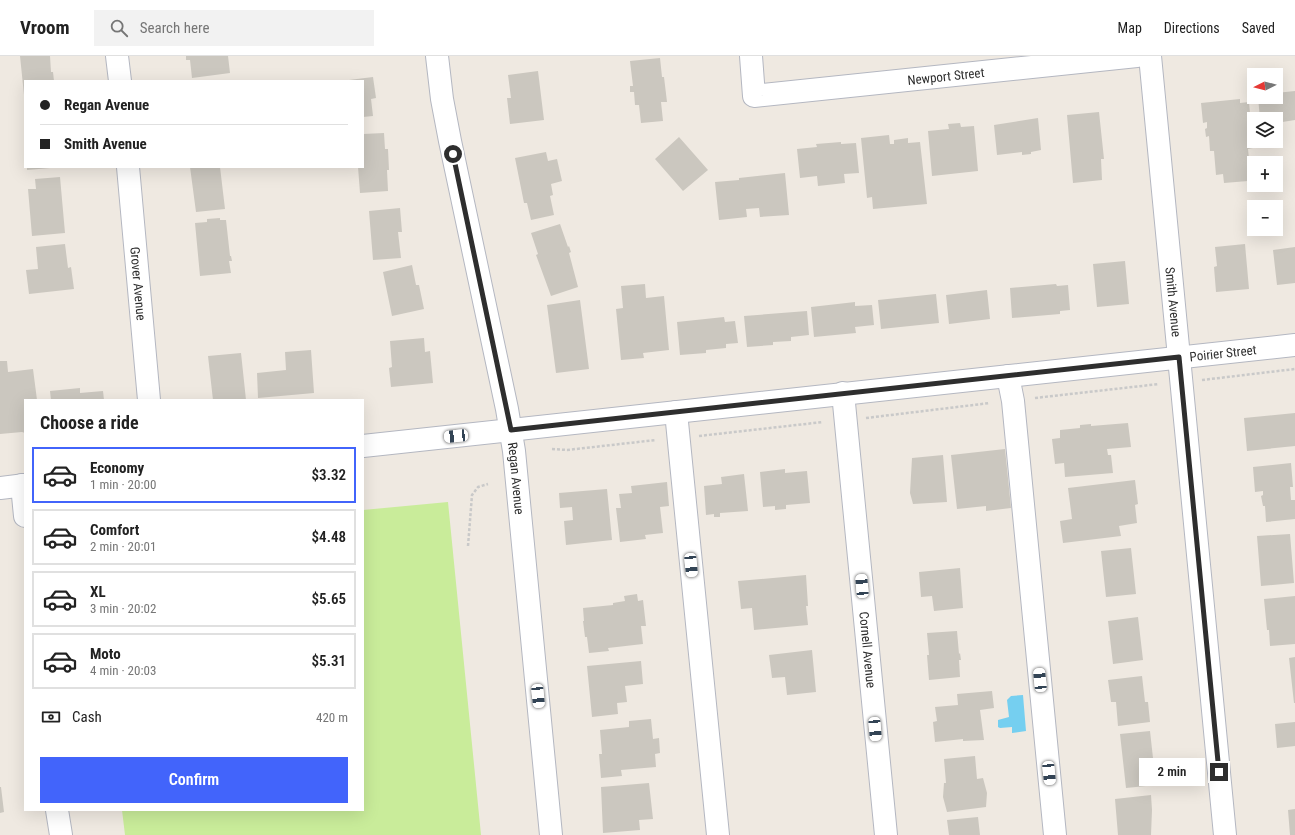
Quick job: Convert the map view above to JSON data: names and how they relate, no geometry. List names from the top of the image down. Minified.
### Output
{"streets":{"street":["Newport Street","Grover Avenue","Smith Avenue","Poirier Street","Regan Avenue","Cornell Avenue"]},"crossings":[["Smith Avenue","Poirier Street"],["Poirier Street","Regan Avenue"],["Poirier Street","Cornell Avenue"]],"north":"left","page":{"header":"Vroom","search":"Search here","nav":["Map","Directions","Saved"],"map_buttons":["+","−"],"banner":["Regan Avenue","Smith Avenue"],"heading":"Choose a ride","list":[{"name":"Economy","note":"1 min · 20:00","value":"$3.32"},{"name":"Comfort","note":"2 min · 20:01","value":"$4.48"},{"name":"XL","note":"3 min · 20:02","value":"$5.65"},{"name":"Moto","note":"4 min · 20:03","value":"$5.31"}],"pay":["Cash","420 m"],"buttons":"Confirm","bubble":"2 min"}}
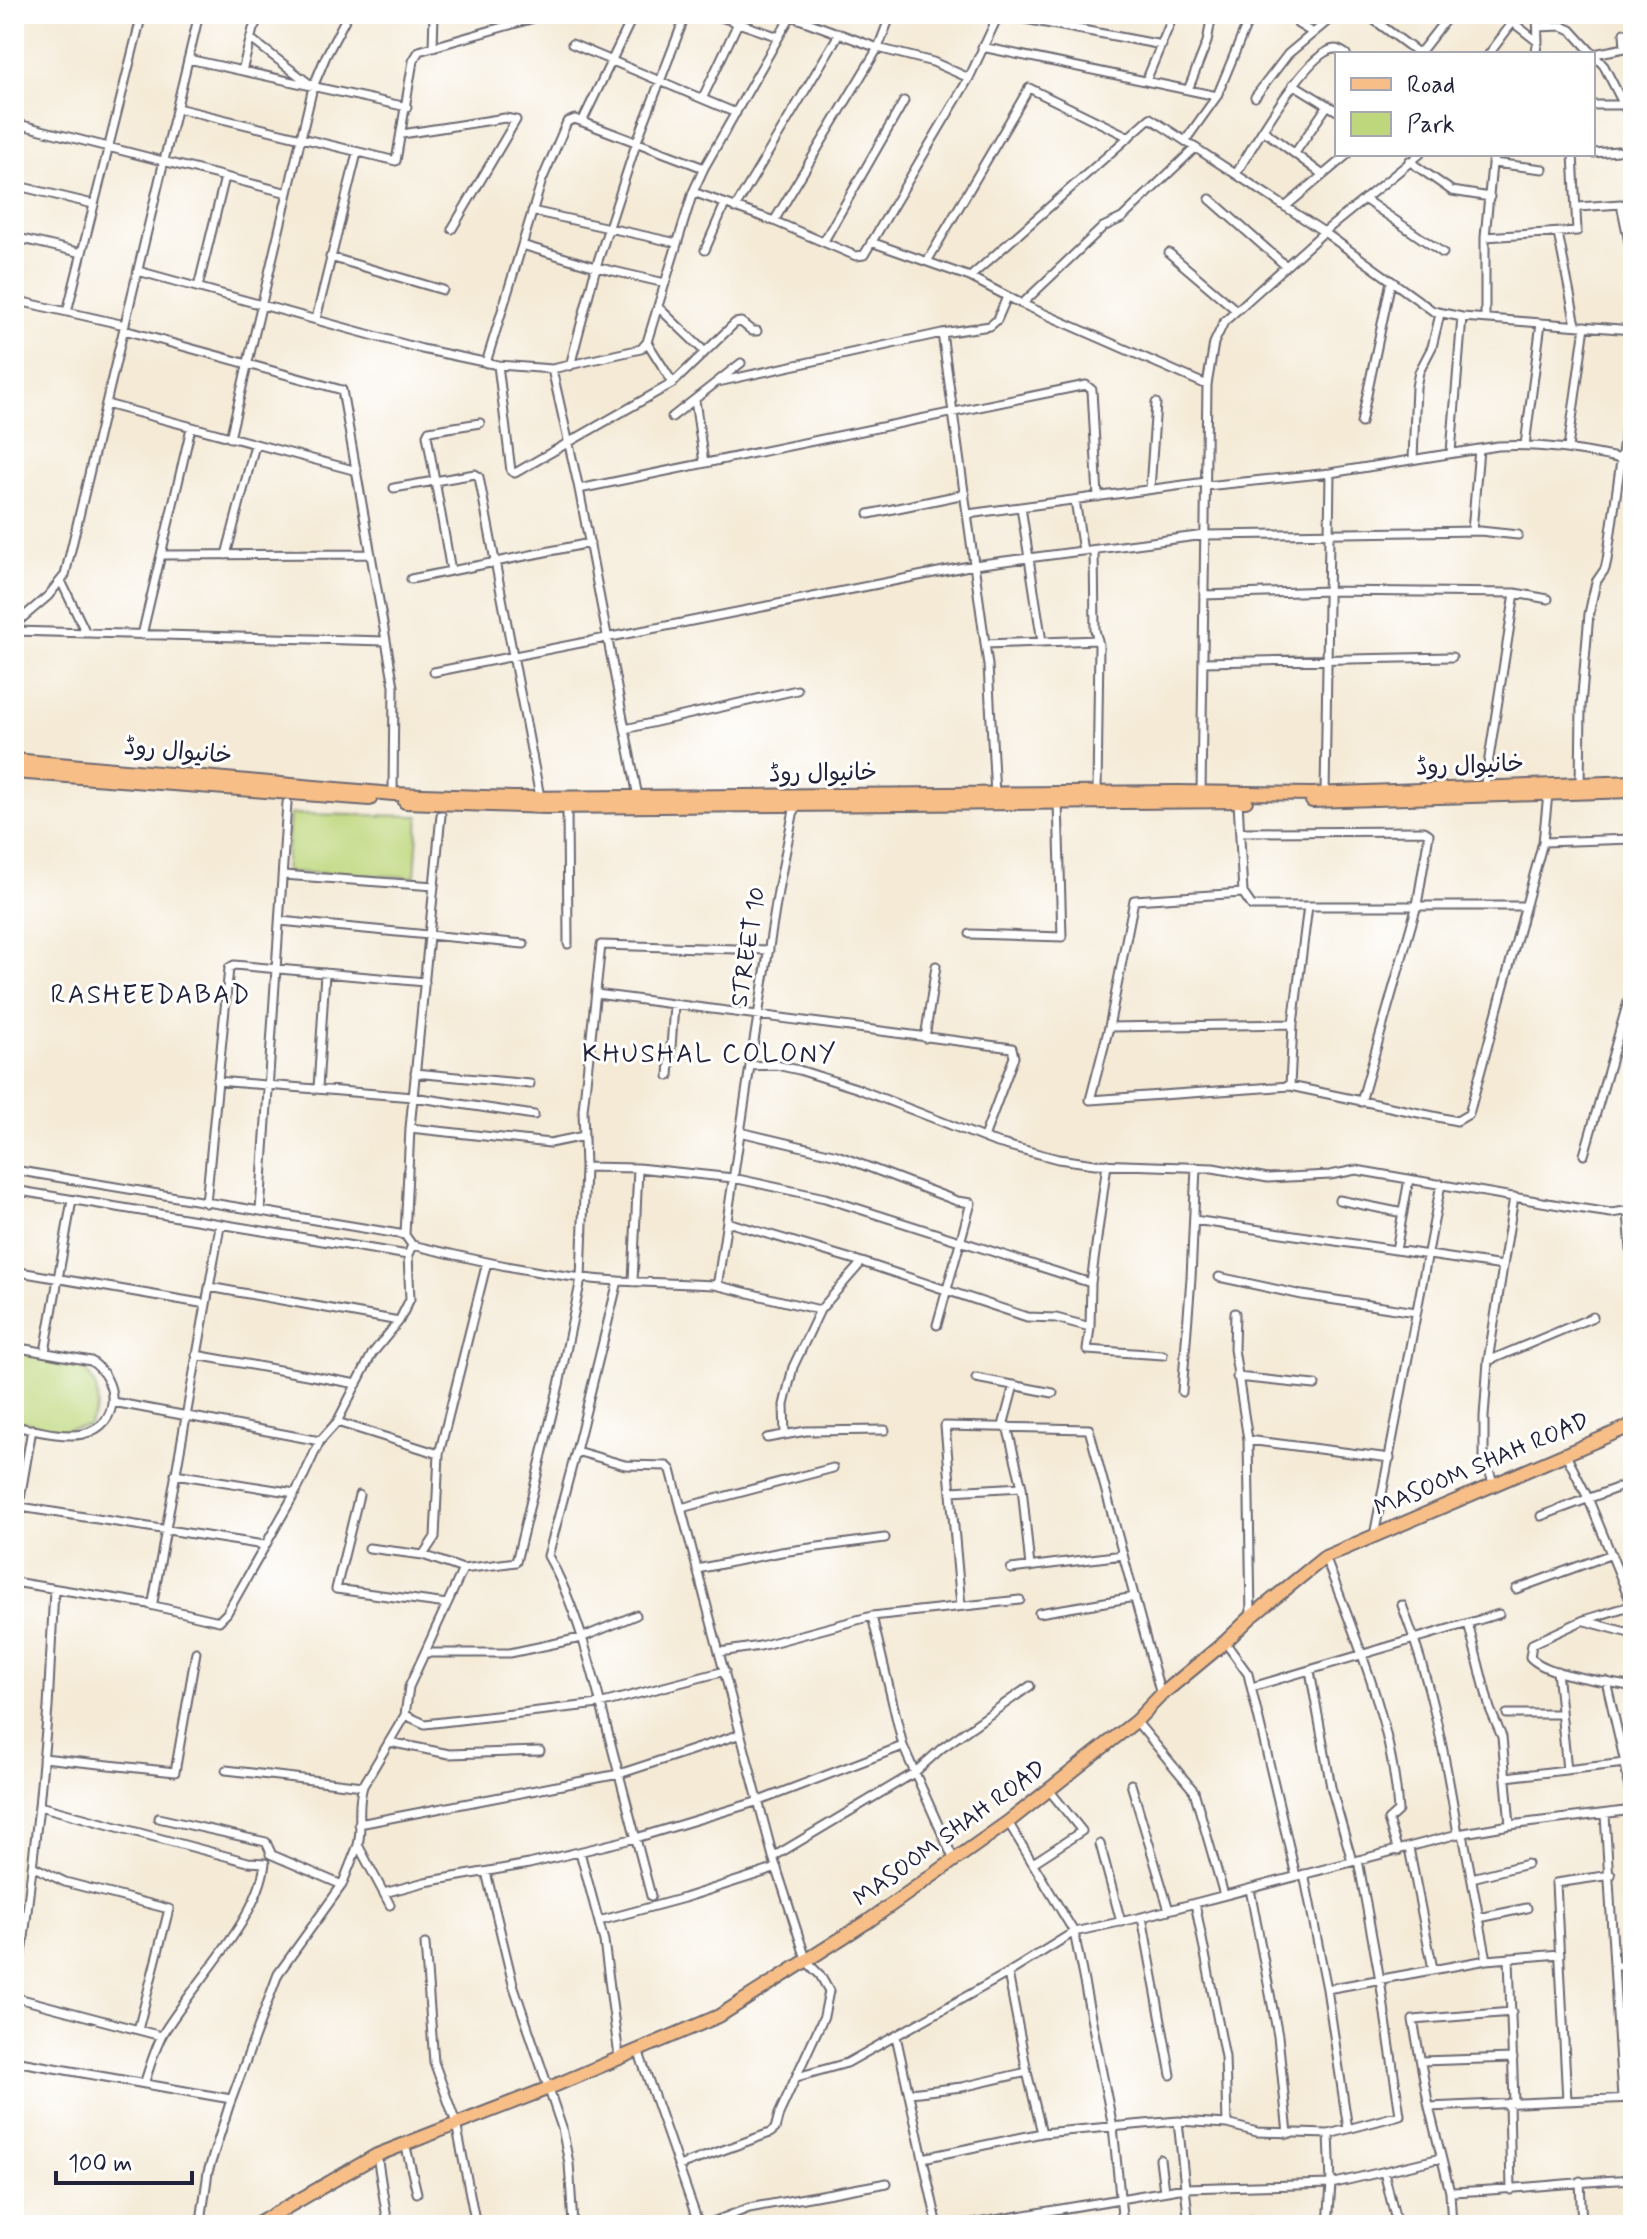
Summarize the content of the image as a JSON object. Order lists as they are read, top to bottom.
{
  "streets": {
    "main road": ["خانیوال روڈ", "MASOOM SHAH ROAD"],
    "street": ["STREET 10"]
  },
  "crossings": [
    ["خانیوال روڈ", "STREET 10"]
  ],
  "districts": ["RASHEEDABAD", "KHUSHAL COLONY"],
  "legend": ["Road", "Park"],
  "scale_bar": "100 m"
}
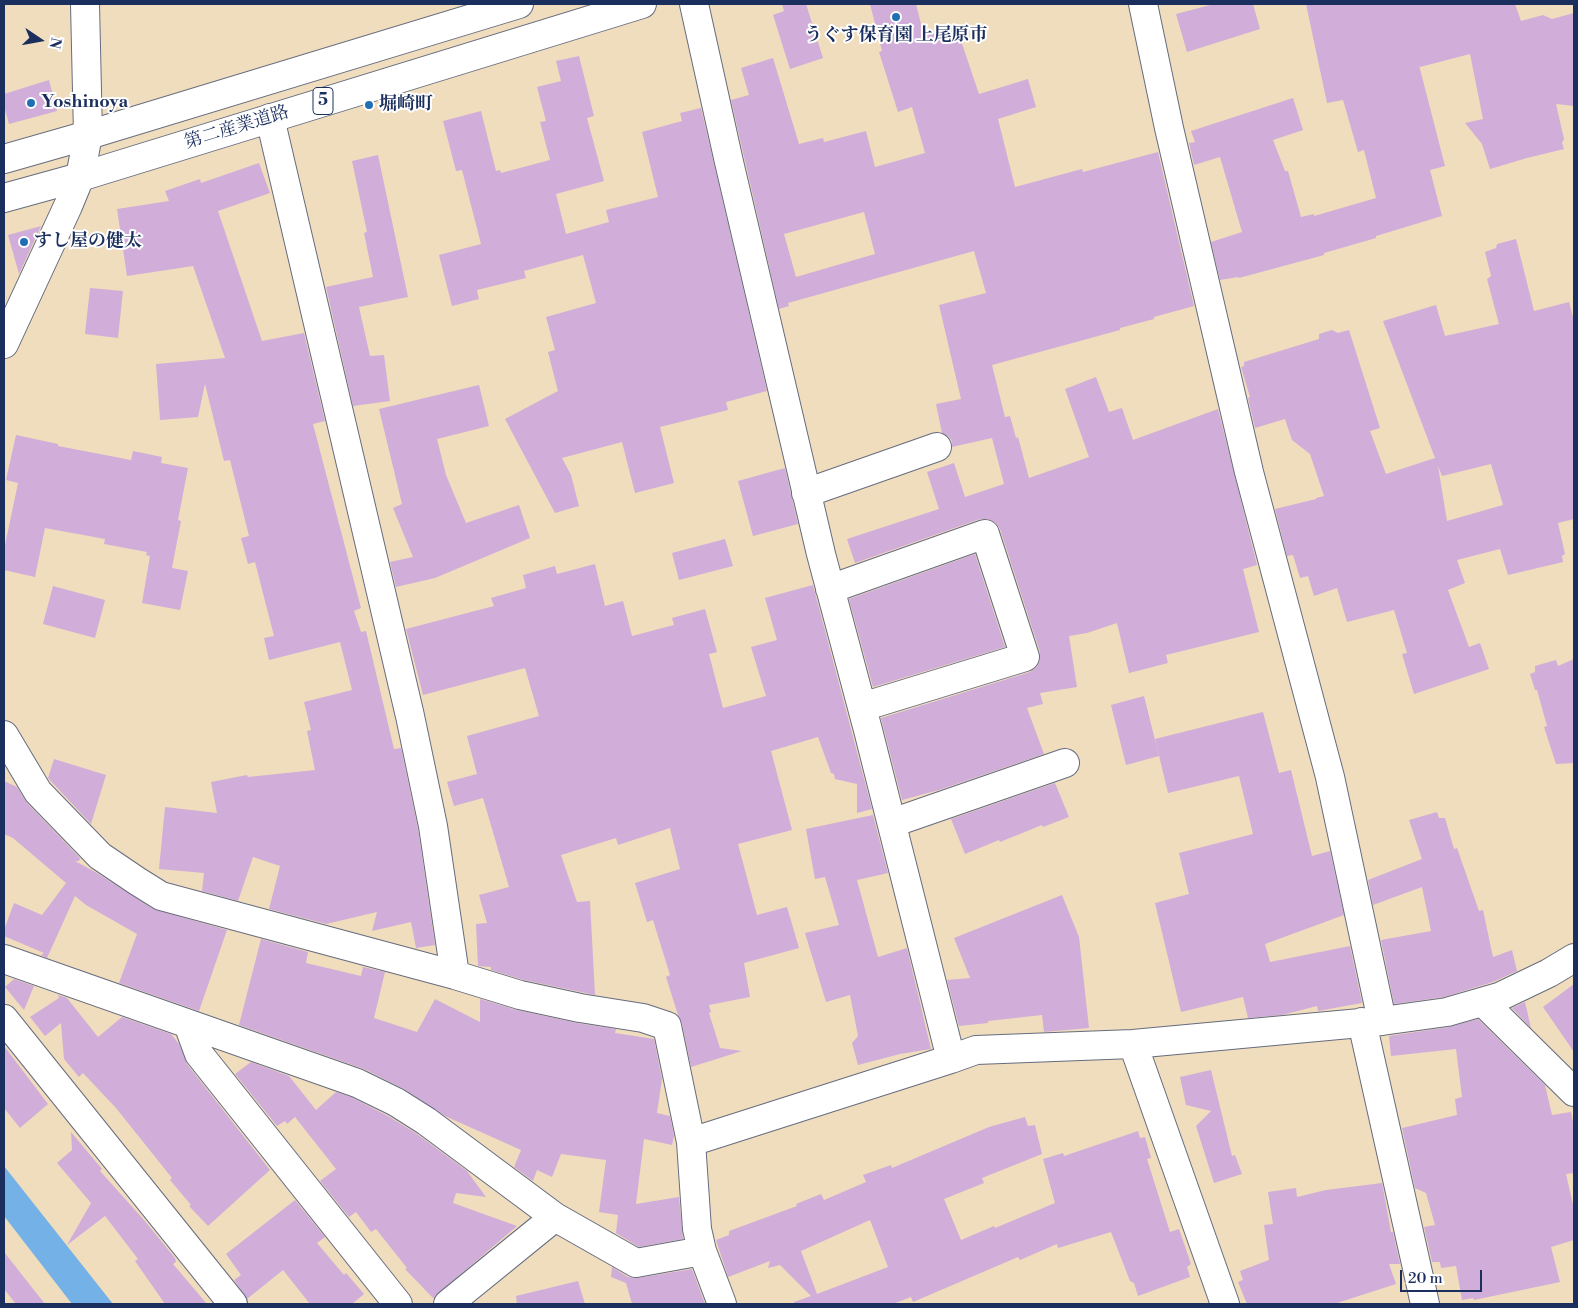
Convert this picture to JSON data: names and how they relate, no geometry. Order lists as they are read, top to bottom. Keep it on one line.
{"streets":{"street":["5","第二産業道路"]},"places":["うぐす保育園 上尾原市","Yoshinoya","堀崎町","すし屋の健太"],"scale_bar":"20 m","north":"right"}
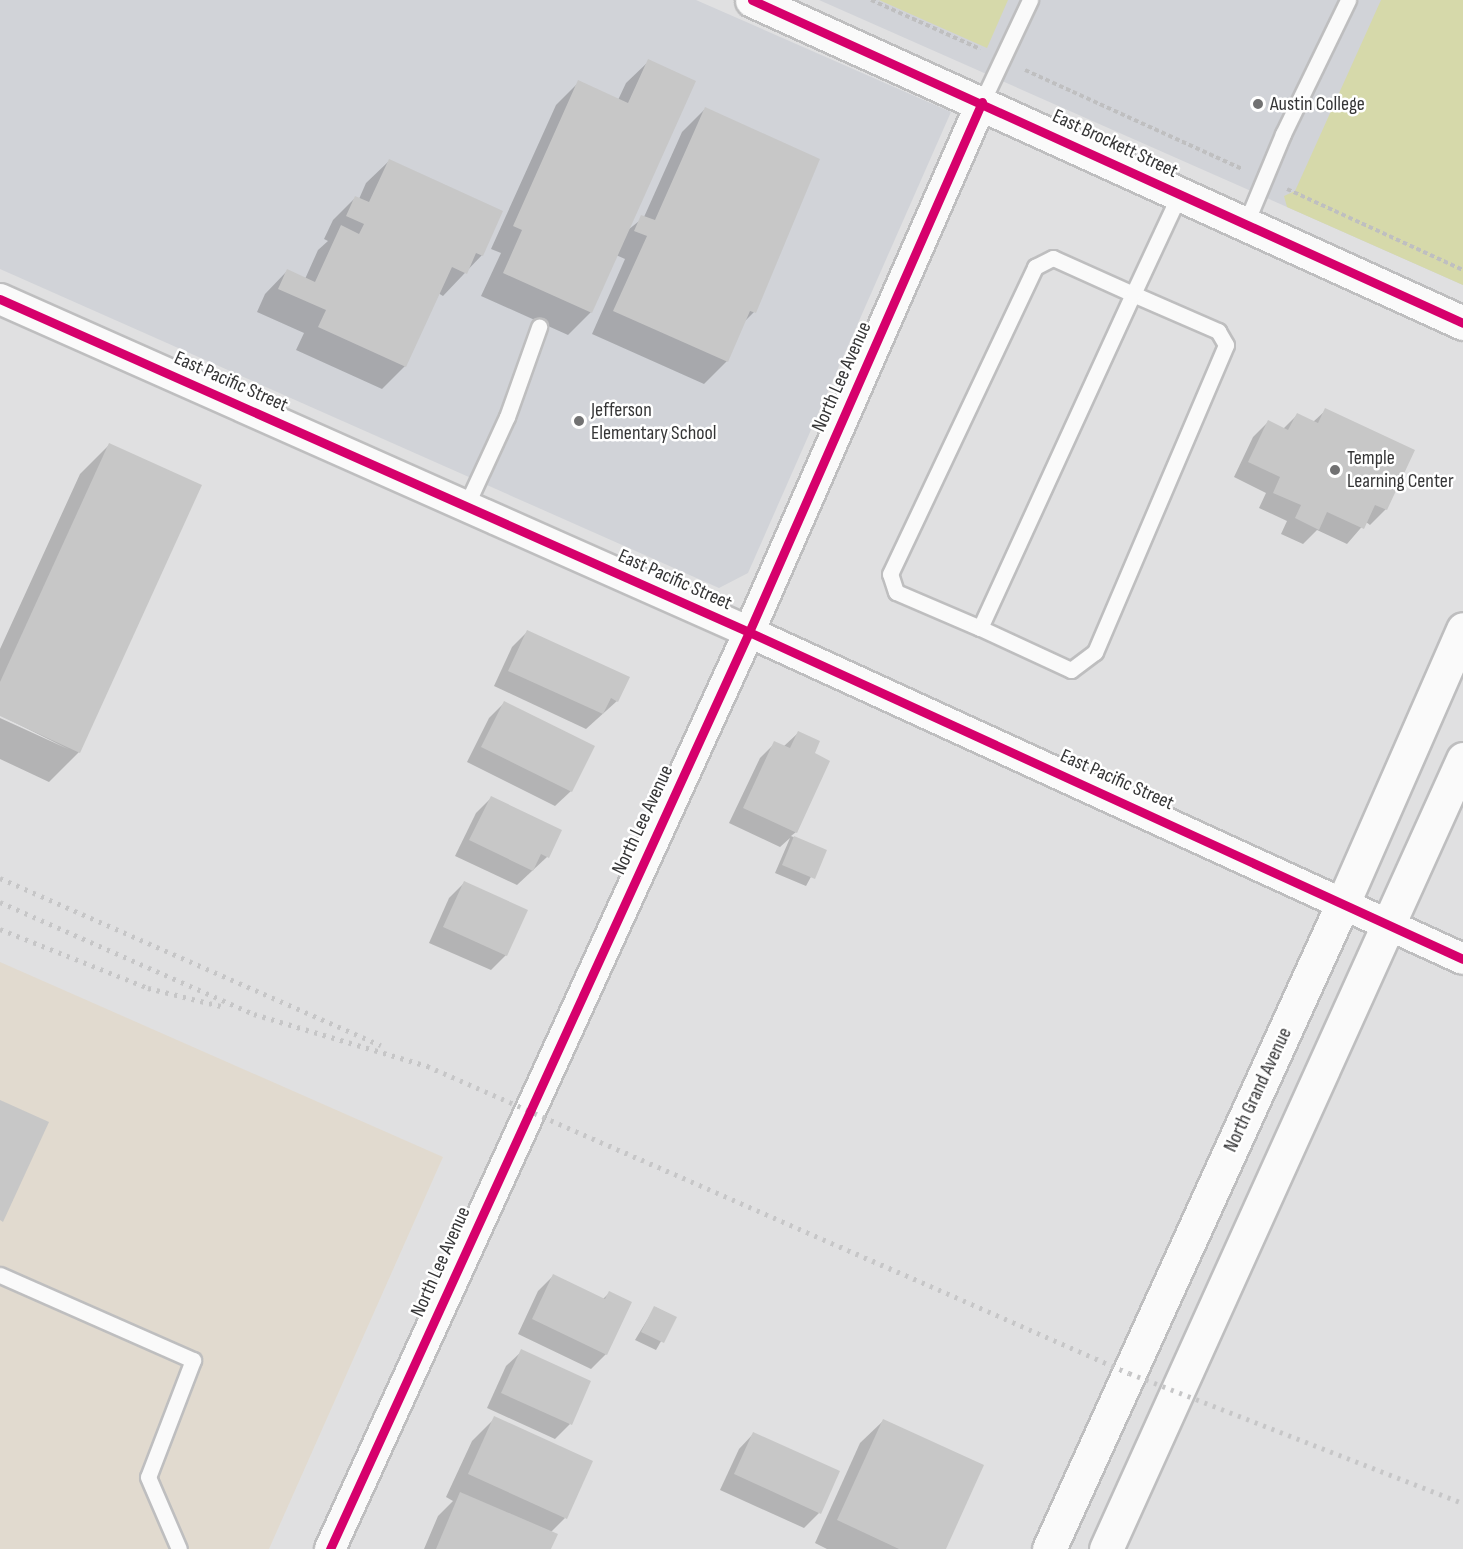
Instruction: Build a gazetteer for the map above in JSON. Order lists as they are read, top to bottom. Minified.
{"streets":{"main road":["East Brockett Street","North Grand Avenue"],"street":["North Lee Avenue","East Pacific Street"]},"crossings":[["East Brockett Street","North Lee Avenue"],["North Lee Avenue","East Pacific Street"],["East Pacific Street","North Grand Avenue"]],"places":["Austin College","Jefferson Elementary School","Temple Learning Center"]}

(ABOUT THIS EXERCISE): From the line holding "Summarize the content" to the final line of the data above, give each line again exactly, both ends included, and drop the pictures.

(EXERCISE RESULT):
Summarize the content of the image as a JSON object. Order lists as they are read, top to bottom.
{
  "streets": {
    "main road": ["خانیوال روڈ", "MASOOM SHAH ROAD"],
    "street": ["STREET 10"]
  },
  "crossings": [
    ["خانیوال روڈ", "STREET 10"]
  ],
  "districts": ["RASHEEDABAD", "KHUSHAL COLONY"],
  "legend": ["Road", "Park"],
  "scale_bar": "100 m"
}
Convert this picture to JSON data: names and how they relate, no geometry. Order lists as they are read, top to bottom. Keep it on one line.
{"streets":{"street":["5","第二産業道路"]},"places":["うぐす保育園 上尾原市","Yoshinoya","堀崎町","すし屋の健太"],"scale_bar":"20 m","north":"right"}
Instruction: Build a gazetteer for the map above in JSON. Order lists as they are read, top to bottom. Minified.
{"streets":{"main road":["East Brockett Street","North Grand Avenue"],"street":["North Lee Avenue","East Pacific Street"]},"crossings":[["East Brockett Street","North Lee Avenue"],["North Lee Avenue","East Pacific Street"],["East Pacific Street","North Grand Avenue"]],"places":["Austin College","Jefferson Elementary School","Temple Learning Center"]}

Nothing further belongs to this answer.